I’ve known JavaScript to be a single-threaded concurrent language but recently it struck me that I didn’t entirely understand what that meant. I understood that with a concurrent model, tasks are interleaved versus running at the same time as with parallelism. But what constituted a task? Was it the individual computational instructions themselves? I set out to find out exactly what this meant by throwing together some code.

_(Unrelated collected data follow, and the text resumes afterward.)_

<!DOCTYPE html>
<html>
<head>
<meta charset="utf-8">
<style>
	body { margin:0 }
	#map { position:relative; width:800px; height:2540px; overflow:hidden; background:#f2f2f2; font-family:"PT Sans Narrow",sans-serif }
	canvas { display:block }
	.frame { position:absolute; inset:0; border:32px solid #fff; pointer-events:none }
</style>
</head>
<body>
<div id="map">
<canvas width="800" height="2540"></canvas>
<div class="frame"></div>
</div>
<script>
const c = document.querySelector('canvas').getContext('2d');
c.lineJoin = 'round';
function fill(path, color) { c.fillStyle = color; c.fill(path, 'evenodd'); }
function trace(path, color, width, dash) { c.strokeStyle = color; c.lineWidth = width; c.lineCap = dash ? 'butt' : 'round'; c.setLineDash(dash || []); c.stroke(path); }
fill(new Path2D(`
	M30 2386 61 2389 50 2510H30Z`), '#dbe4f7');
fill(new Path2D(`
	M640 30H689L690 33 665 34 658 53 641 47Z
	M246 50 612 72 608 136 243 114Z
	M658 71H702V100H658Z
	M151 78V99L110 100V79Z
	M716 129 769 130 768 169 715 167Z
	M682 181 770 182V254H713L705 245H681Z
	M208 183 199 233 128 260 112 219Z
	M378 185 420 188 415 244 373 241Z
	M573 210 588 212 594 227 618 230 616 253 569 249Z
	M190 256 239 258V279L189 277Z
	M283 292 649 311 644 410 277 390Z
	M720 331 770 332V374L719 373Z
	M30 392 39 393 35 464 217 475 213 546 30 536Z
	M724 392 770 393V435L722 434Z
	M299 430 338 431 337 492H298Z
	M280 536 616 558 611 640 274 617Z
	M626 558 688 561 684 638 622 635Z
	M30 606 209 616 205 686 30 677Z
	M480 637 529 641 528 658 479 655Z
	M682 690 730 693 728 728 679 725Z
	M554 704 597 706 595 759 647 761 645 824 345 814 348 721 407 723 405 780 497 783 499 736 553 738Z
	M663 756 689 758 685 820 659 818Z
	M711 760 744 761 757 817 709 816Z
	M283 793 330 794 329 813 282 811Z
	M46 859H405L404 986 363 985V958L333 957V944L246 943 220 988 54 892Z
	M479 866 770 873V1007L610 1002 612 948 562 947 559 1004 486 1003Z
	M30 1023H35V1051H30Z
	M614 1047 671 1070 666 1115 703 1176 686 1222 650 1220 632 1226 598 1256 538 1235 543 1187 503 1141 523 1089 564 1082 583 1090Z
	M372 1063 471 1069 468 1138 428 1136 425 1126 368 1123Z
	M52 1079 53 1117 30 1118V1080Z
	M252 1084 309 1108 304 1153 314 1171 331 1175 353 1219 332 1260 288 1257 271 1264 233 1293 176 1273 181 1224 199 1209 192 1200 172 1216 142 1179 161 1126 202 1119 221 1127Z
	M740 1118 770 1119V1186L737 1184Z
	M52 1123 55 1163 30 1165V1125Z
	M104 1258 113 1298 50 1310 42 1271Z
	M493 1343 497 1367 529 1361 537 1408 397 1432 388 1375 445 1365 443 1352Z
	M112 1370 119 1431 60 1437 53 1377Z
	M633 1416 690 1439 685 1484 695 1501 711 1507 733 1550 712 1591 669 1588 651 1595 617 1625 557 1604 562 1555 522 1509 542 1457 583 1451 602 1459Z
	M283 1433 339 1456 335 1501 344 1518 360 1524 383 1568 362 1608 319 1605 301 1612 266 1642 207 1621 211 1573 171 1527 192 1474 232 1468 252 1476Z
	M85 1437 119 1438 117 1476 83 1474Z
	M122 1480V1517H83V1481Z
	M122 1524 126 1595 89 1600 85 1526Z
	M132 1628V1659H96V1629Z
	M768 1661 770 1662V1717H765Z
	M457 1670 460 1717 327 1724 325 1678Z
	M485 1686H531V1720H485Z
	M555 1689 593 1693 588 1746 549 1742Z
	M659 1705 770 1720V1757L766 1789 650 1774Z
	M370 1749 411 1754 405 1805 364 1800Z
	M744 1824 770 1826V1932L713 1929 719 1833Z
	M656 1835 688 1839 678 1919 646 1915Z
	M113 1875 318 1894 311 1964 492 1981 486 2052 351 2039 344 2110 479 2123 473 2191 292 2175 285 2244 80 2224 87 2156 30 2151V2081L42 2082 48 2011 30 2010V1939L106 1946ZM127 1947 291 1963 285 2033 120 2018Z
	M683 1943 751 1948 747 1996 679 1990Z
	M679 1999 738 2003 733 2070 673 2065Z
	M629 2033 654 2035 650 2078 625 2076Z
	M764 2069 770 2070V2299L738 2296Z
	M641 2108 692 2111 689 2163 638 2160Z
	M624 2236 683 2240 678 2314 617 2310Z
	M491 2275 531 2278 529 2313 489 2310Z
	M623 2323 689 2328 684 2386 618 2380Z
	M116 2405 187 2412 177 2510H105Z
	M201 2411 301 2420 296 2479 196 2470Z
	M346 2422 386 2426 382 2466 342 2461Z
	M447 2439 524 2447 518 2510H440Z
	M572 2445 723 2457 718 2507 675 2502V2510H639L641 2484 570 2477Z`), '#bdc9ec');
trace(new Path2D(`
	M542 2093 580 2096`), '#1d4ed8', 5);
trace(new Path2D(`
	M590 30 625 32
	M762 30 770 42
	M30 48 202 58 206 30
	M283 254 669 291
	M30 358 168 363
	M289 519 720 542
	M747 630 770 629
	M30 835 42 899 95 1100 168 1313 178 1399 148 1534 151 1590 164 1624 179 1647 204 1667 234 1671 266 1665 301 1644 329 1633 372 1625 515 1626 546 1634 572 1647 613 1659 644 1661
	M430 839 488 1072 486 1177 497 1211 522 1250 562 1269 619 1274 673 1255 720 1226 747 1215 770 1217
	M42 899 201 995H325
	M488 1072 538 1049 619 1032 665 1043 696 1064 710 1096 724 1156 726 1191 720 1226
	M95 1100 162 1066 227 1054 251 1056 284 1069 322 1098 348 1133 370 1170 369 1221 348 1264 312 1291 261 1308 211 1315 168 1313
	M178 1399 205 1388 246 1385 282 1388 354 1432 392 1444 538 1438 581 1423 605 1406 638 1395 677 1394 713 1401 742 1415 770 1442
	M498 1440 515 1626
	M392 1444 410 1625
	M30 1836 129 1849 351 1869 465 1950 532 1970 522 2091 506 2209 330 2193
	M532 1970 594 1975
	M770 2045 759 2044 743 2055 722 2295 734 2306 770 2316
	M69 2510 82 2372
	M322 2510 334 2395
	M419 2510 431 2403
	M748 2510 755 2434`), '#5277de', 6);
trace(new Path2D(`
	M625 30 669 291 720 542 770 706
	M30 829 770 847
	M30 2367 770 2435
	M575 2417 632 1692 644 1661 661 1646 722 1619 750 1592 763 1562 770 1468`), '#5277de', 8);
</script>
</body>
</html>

Here’s my first whack at it:

// test.js

console.log('a1');

setTimeout(function willThisFireConcurrently() {
	console.log('b1');
	console.log('b2');
	console.log('b3');
}, 0);

console.log('a2');
console.log('a3');

I wanted to see whether the log outputs would be interleaved in some fashion. To my surprise, I found the following output:

$ node test.js 
a1
a2
a3
b1
b2
b3

So it appears execution is still procedural. The method willThisFireConcurrently is only called after the outer scope has finished executing. Just to be sure, I decided to introduce some code to add in a delay:

// test2.js

console.log('a1');

setTimeout(function willThisFireConcurrently() {
	console.log('b1');
	console.log('b2');
	console.log('b3');
}, 0);

console.log('a2');
console.log('a3');

var now = Date().getTime();
while(new Date().getTime() < now + 2000){ } // noop loop for 2 seconds

Sure enough, the output remains the same:

$ node test2.js 
a1
a2
a3
b1
b2
b3

This differs from the way JavaScript seems to handle I/O and user interaction. When it comes to network events or a user clicking on a button on your website, these are all handled in a separate thread. Once the computation in that thread is complete, it returns back to JavaScript’s running context and continues to execute your code in that single thread. This is also true for NodeJS, for example, when reading from a file. Reading a file does not block the thread of your application. That’s handled in a separate thread and the result again is returned to the context of your application’s thread. However, your application will always run in a single thread. That is, unless you use Web Workers, but that’s a discussion for another blog post.